ÇEDES sorunu gittikçe büyüyen bir sorun olmaktadır. ÇEDES projesi, eğitim camiasında tartışmalara yol açmıştır. Bu tartışmaların temelinde, projenin laik eğitim anlayışına aykırı olduğu iddiası yer almaktadır. Proje kapsamında, okullarda din görevlileri tarafından değerler eğitimi verilmesi, bu iddianın temelini oluşturmaktadır.

Bu sorunların çözümü için aşağıdaki adımlar atılabilir:

Eğitim kurumlarında fiziki altyapı ve teknolojik altyapının iyileştirilmesi gerekmektedir. Bu amaçla, eğitim kurumlarına yeni binalar yapılması, mevcut binalarda gerekli tadilatların yapılması ve eğitim kurumlarına teknolojik donanımların sağlanması gerekmektedir.

Eğitim kurumlarına yeterli sayıda öğretmen ve yönetici atanması gerekmektedir. Bu amaçla, öğretmen ve yönetici atama sınavlarının kapsamının genişletilmesi ve atamalarda daha objektif kriterlerin kullanılması gerekmektedir.

Eğitimde fırsat eşitliğinin sağlanması için çalışmalar yapılması gerekmektedir.

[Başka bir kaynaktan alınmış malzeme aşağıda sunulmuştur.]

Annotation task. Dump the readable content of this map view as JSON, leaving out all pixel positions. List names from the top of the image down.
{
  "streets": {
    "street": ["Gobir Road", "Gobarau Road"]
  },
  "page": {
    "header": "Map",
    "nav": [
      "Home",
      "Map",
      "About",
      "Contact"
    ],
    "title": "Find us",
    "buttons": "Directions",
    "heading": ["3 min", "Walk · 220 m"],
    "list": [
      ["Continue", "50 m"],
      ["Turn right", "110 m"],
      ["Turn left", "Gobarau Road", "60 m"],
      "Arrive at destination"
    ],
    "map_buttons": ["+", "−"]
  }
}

Bu amaçla, eğitimde ücretsizlik ve zorunluluk ilkesinin uygulanması, dezavantajlı gruplara yönelik özel destek programlarının geliştirilmesi ve eğitim hizmetlerinin yerelleştirilmesi gerekmektedir.

Eğitim kurumları, aileler, iş dünyası ve sivil toplum kuruluşları arasında iş birliğinin güçlendirilmesi gerekmektedir. Bu amaçla, eğitimde iş birliğine yönelik mekanizmaların oluşturulması ve bu mekanizmaların etkin bir şekilde çalışması sağlanmalıdır.

ÇEDES projesine yönelik eleştiriler dikkate alınarak, projenin yeniden düzenlenmesi veya tamamen kaldırılması gerekmektedir.

Türkiye Cumhuriyeti Anayasası’nın 42. maddesinde, eğitimde fırsat eşitliğinin sağlanması ve eğitimde ana diline saygı gösterilmesi gerektiği belirtilmektedir. Bu maddeye uygun olarak, ana dilde eğitim hakkının tanınması gerekmektedir. Bu, ana dilde eğitim veren okulların açılması ve ana dilde eğitim veren seçmeli derslerin verilmesi gibi uygulamaların hayata geçirilmesini gerektirmektedir.

Bu sorunların çözümü, eğitimde kalitenin artırılması ve eğitimde fırsat eşitliğinin sağlanmasına yardımcı olacaktır.